Saved data entries:
++++

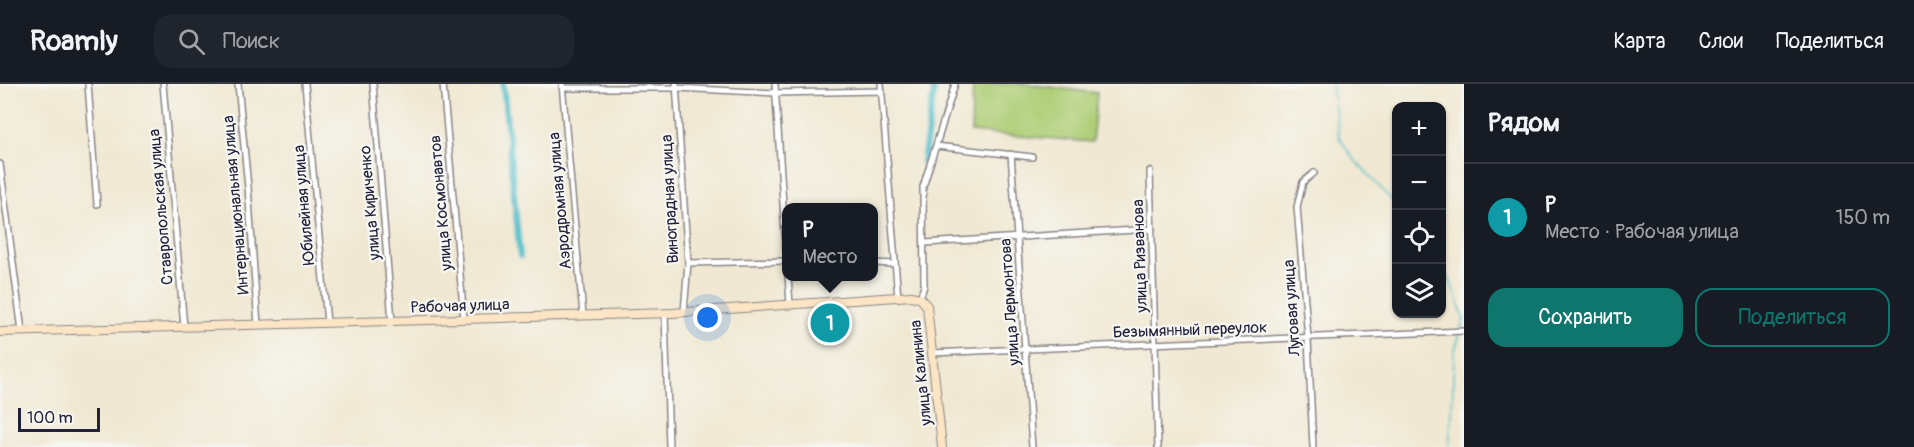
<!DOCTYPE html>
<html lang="ru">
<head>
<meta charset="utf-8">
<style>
  body { margin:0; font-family:Pangolin,sans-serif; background:#20242c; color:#f1f3f6 }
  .controls { position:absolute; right:18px; top:18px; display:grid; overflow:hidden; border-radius:12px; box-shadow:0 2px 4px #0004 }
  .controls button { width:54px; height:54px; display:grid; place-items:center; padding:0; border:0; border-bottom:2px solid #363941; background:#171b24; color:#f1f3f6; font:30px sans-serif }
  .scale { position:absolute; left:18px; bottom:15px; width:82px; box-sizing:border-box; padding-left:6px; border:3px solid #22223b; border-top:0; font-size:16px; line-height:21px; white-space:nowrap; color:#22223b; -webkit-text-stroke:4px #f6f6f2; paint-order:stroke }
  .you { position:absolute; left:708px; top:234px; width:21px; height:21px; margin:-15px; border:4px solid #fff; border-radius:50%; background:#1a73e8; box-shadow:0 0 0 9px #1a73e833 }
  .badge { display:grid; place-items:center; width:39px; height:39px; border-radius:50%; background:#0f766e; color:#fff; font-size:20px; font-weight:700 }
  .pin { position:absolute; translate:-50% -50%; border:3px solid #fff; box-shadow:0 2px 6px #0006 }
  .popup { position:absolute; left:782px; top:119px; width:96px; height:78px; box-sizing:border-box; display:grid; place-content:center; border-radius:12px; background:#171b24; filter:drop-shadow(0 2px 4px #0005); font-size:20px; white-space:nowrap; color:#9ea1a6 }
  .popup b { font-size:22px; color:#f1f3f6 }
  .popup::after { content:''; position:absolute; left:50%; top:100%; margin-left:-12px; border:12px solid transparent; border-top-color:#171b24 }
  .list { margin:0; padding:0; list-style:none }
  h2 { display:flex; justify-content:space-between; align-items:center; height:78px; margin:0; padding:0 24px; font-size:26px }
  h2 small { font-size:20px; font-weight:400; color:#9ea1a6 }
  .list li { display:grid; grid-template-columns:39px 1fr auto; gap:18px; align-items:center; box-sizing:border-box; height:108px; padding:0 24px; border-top:2px solid #363941 }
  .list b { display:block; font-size:22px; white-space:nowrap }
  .list p { margin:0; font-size:20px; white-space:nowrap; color:#9ea1a6 }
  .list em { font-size:20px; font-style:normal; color:#9ea1a6 }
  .actions { display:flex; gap:12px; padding:18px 24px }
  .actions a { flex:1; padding:14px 0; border:2px solid #0f766e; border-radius:18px; text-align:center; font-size:21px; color:#0f766e }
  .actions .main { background:#0f766e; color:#fff }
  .icon { flex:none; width:33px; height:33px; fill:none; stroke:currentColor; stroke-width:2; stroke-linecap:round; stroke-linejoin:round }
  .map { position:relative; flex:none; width:1464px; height:363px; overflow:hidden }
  header { display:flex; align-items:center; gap:36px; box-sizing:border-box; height:84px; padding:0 30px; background:#171b24; border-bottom:2px solid #363941 }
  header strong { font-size:28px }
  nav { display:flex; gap:33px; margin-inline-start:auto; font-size:21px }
  .search { width:420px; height:54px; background:#20242c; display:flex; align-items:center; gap:15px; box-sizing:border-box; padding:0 21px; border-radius:18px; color:#9ea1a6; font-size:22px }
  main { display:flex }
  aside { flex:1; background:#171b24 }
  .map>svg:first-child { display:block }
</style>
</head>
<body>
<header>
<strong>Roamly</strong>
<div class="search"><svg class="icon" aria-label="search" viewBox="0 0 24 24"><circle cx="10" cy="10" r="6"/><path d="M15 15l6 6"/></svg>Поиск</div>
<nav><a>Карта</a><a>Слои</a><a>Поделиться</a></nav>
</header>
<main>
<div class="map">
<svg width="1464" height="363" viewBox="0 0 1464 363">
  <rect width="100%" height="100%" fill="#f6f6f2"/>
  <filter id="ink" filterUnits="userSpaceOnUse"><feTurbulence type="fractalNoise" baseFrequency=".0167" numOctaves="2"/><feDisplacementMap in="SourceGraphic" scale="12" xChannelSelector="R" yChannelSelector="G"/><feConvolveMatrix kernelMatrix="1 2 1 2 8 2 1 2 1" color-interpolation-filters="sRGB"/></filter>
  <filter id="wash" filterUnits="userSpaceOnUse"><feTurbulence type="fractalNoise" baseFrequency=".008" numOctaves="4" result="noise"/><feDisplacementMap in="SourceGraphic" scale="24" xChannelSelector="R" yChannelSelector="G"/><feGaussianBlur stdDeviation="1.35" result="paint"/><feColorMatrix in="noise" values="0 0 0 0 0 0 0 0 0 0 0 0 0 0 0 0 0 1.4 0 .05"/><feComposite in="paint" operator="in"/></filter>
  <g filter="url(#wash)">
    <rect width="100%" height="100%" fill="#f0e8d2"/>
    <path fill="#aece76" stroke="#687858" stroke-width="1.5" d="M 973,0 L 1027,0 L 1097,9 L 1092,58 L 971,48 Z"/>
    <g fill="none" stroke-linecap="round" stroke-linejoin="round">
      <path stroke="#50bdc9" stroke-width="1.5" d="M 1331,0 L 1339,53 L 1352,73 L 1396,121
        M 1442,184 L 1451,198 L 1464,235 L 1454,269 L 1452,329 L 1449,363"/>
      <path stroke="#50bdc9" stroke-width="6" d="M 503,0 L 520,172
        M 923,78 L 935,0"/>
    </g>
  </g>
  <g filter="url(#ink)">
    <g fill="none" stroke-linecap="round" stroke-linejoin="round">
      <defs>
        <path id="street" d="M 88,0 L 97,120
          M 163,0 L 184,243
          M 238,0 L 248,103 L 258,241
          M 305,0 L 327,239
          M 373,0 L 392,237
          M 443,0 L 464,235
          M 562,0 L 583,231
          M 676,0 L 688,179 L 684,228
          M 775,0 L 786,165
          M 881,0 L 898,214
          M 563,4 L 676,4 L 776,9 L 882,7
          M 936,62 L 1032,73
          M 1011,70 L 1032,363
          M 0,80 L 22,247
          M 1150,87 L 1158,363
          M 925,159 L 1152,145
          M 688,179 L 786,177
          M 874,179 L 894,180
          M 788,192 L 790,221
          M 920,214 L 924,202 L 923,103 L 955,0
          M 665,229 L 669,363
          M 931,269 L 1464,247
          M 1313,363 L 1308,254 L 1297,123 L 1303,98 L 1314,89"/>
        <path id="secondary" d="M 0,248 L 672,229 L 911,212 L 920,214 L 927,222 L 942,363"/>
      </defs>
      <use href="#street" stroke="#898586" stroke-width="8"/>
      <use href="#secondary" stroke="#898586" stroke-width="10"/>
      <use href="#street" stroke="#fff" stroke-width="5"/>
      <use href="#secondary" stroke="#fce5c4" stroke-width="8"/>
    </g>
  </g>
  <g text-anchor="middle" stroke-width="4.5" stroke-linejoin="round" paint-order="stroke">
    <g font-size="16" fill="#22223b" stroke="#f6f6f2">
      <text transform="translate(669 115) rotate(-93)" y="6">Виноградная улица</text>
      <text transform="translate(559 117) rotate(-95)" y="6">Аэродромная улица</text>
      <text transform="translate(369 119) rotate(-95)" y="6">улица Кириченко</text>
      <text transform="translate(440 119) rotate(-95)" y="6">улица Космонавтов</text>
      <text transform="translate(235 121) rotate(-95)" y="6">Интернациональная улица</text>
      <text transform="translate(303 121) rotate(-95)" y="6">Юбилейная улица</text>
      <text transform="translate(160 123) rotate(-95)" y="6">Ставропольская улица</text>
      <text transform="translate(1139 172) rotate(-92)" y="6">улица Ризванова</text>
      <text transform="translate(1009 218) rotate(-94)" y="6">улица Лермонтова</text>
      <text transform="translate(460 221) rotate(-2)" y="6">Рабочая улица</text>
      <text transform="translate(1291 224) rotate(-94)" y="6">Луговая улица</text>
      <text transform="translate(1190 245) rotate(-2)" y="6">Безымянный переулок</text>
      <text transform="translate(920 289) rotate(-96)" y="6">улица Калинина</text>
    </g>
  </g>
</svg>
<div class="controls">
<button>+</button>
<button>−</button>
<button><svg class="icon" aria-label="locate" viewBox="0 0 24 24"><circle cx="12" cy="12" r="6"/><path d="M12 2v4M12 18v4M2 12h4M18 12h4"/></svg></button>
<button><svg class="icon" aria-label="layers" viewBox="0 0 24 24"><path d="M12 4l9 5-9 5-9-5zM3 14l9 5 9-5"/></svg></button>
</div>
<div class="scale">100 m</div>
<div class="you"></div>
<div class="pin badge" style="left:830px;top:239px;background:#0f9aa8">1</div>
<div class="popup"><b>Р</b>Место</div>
</div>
<aside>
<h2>Рядом<small></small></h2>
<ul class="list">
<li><span class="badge" style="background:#0f9aa8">1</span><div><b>Р</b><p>Место · Рабочая улица</p></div><em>150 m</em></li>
</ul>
<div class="actions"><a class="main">Сохранить</a><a>Поделиться</a></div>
</aside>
</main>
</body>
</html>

++++

Task instructions: The required answer is the exact run of lines above starting at the line with "position:absolute; left:708px; top:234px;" and ending at the line with "margin:0; padding:0; list-style:none", with both ends present.

Your solution:
  .you { position:absolute; left:708px; top:234px; width:21px; height:21px; margin:-15px; border:4px solid #fff; border-radius:50%; background:#1a73e8; box-shadow:0 0 0 9px #1a73e833 }
  .badge { display:grid; place-items:center; width:39px; height:39px; border-radius:50%; background:#0f766e; color:#fff; font-size:20px; font-weight:700 }
  .pin { position:absolute; translate:-50% -50%; border:3px solid #fff; box-shadow:0 2px 6px #0006 }
  .popup { position:absolute; left:782px; top:119px; width:96px; height:78px; box-sizing:border-box; display:grid; place-content:center; border-radius:12px; background:#171b24; filter:drop-shadow(0 2px 4px #0005); font-size:20px; white-space:nowrap; color:#9ea1a6 }
  .popup b { font-size:22px; color:#f1f3f6 }
  .popup::after { content:''; position:absolute; left:50%; top:100%; margin-left:-12px; border:12px solid transparent; border-top-color:#171b24 }
  .list { margin:0; padding:0; list-style:none }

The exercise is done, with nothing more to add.